Those rules are describing the source file that you submit. In particular you can name your solution things like "my solution.cpp", "naïve.cpp", "n^2.cpp".

В первой задаче зашли хэши. Добавляем буквы в ответ по одной, считаем хэши префиксов. Если длина ответа больше, чем длина вырезаемой строки, то хэшами проверяем совпадение. Чтобы не делать операции удаления из строки-ответа, я записывал ответ в массив char'ов и при удалении строки передвигал указатель на текущий символ назад.

В третьей задаче можно заметить, что при соединении игравших друг с другом команд получится дерево. Нам нужно найти остовное дерево максимального веса, для чего достаточно модифицировать сортировку в алгоритме Крускалла.

А 1 в серебре, такая же как и в бронзе (есть текст и строка, надо удалять вхождения строки в текст, учитывая появление новых вхождений и |s|<=10^6 |t|<=100)?

Yes we can discuss the problems now

Well, I believe USACO's main goal is selection and training for IOI and IOI has full feedback, so their decision was quite logical.

Usually it takes a day or two :)

For the second one you need an algorithm for multiple pattern matching (I used Aho Corasick)

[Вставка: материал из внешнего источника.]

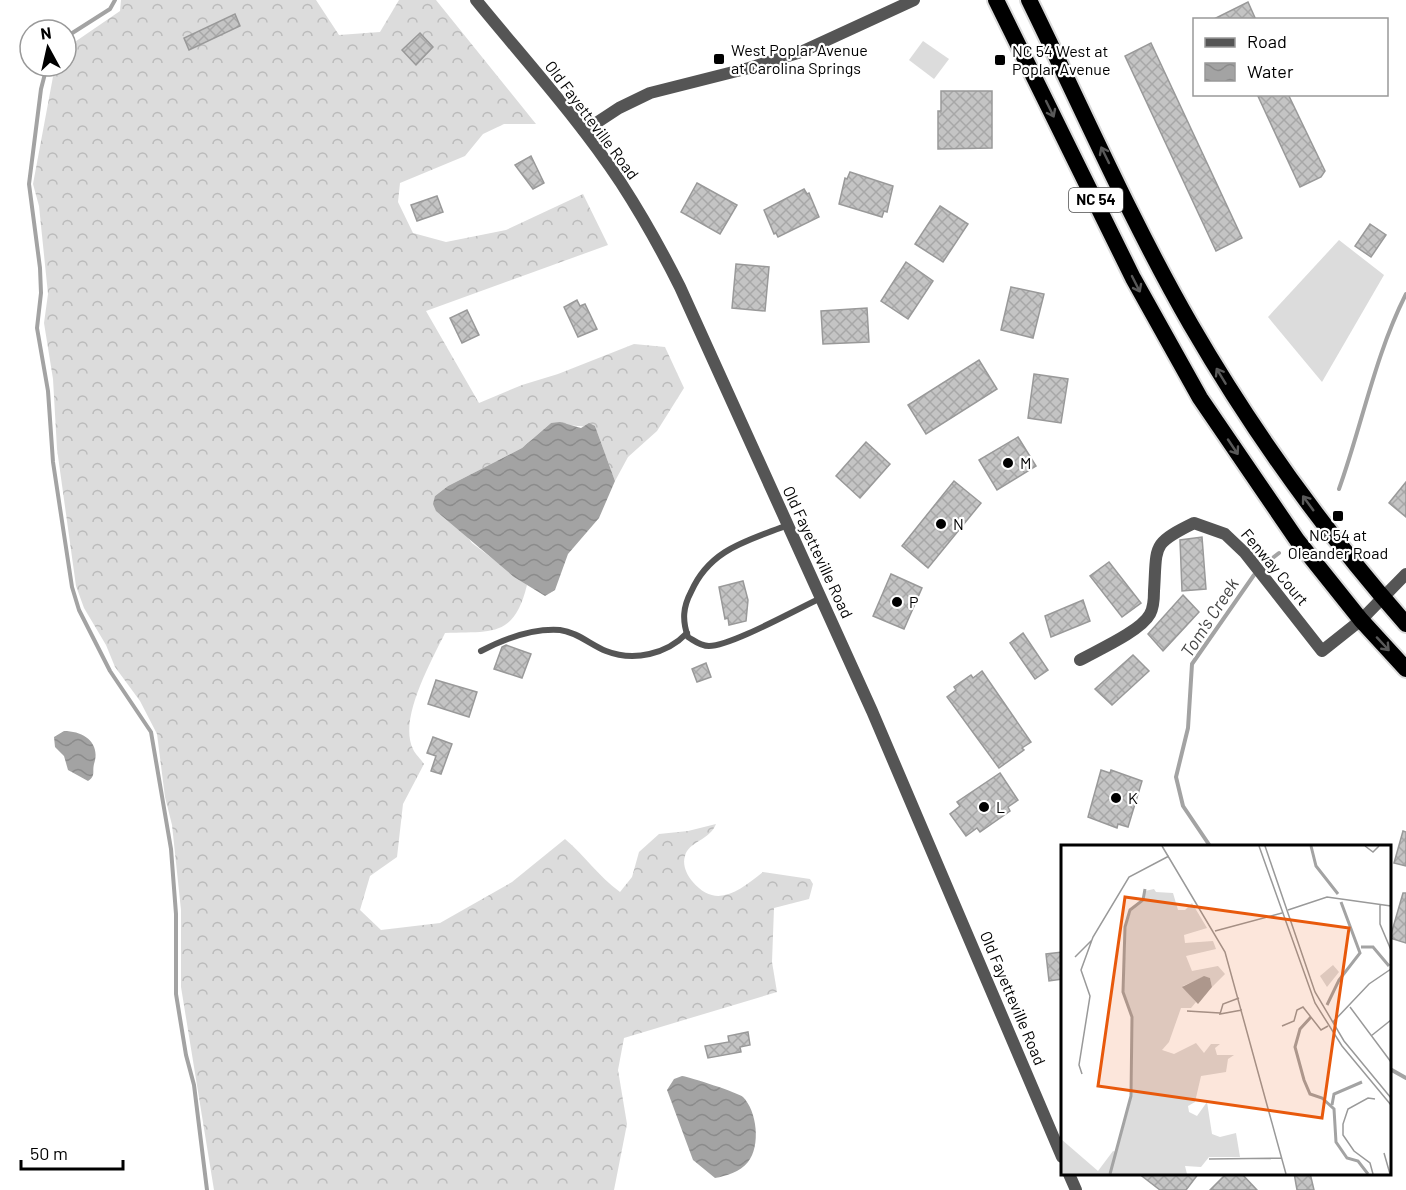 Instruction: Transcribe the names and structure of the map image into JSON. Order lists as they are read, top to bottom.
{
  "streets": {
    "highway": ["NC 54"],
    "street": ["Old Fayetteville Road", "Fenway Court"]
  },
  "crossings": [
    ["NC 54", "Fenway Court"]
  ],
  "water": ["Tom's Creek"],
  "places": {
    "transit": ["West Poplar Avenue at Carolina Springs", "NC 54 West at Poplar Avenue", "NC 54 at Oleander Road"],
    "other": [
      "M",
      "N",
      "P",
      "K",
      "L"
    ]
  },
  "legend": ["Road", "Water"],
  "scale_bar": "50 m",
  "north": "top"
} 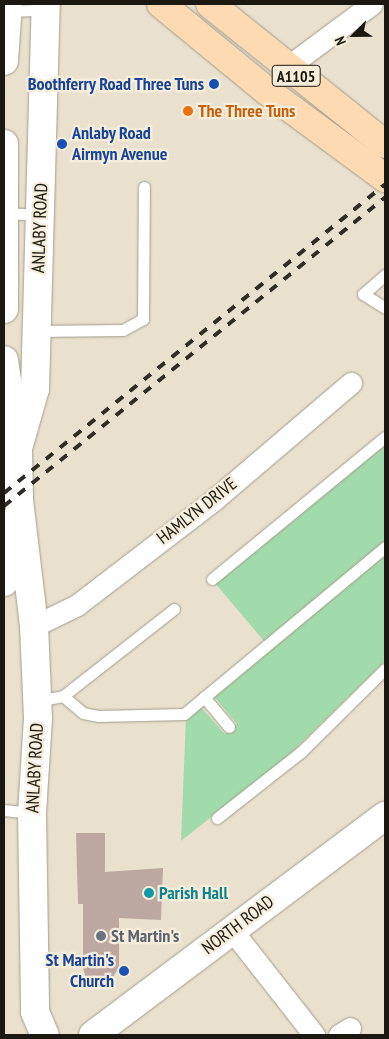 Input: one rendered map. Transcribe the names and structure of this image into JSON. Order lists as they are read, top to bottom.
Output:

For censor, you can precompute the hashes for each substring of the N censored words. Then when doing the deletion, you can maintain pointers so that you can recompute hashes. I didn't do this during the contest, I did a KMP which received 12/15

Third problem can be solved using sqrt decomposition:

1) we should group all requests to about sqrt(n) groups,

2) before processing each group we should build convex hull with O(n) time (all points we can sort before processing requests),

3) before processing each group we should sort all lines by angle and process them with convex hull with pointers,

4) and finally for each line we should process new points from block of requests.

So solution has O(n sqrt(n) + n log(n)) complexity.

Link to problem(s)?

For problem 3, consider the complete graph where the nodes are the teams and the edges are the potential scores if they play a game. Our result must be a subset of the edges of this graph. Notice that because after each game a team is eliminated, there cannot be a cycle in our subset so our subset is actually a tree (no cycles and every node), to get the maximum result just implement a maximum spanning tree algorithm on the graph.

For Silver 3, represent each team as a vertex. Then each edge represents a possible match, with the weight equal to the number of points scored. Note that every elimination tournament can be represented as a tree. The problem is now finding the maximal spanning tree.

Silver division HINT:

1st problem: KMP+stack; complexity=O(|S|+|T|); memory=O(|S|+|T|);

2nd problem: DP; complexity=O((K+R^2)*C); memory=O(R*C); (Alternative solution: DP; complexity=O(R*C); memory=O((K+R)*C))

3rd problem: MST+prim; complexity=O(N^2); memory=O(N);

I solved the 1st problem using a linked list to store the text, and deleted each instance of S.

const int MXN = (int)1e6 + 200;

you must change it to

const int MXN = (int)2e6 + 200;

my solution was O(nmlgm).

I used fenwick for every a[i][j]. (I push indices of columns that have at least on square have a[i][j]), then a dp solve problem.

maximum time is 300 ms.

here u go :) http://pastebin.com/bQvE4qFY

Your code is too awful because you wrote code by define.Primarily you will write code normal and ask again . Thank you for downvotes

horse > monkey

Upon deletion, you are going back S.length() spaces and researching. At the worst case it's still O(TS). You need to find a way to memoize so that you don't have to go back S.length() spaces.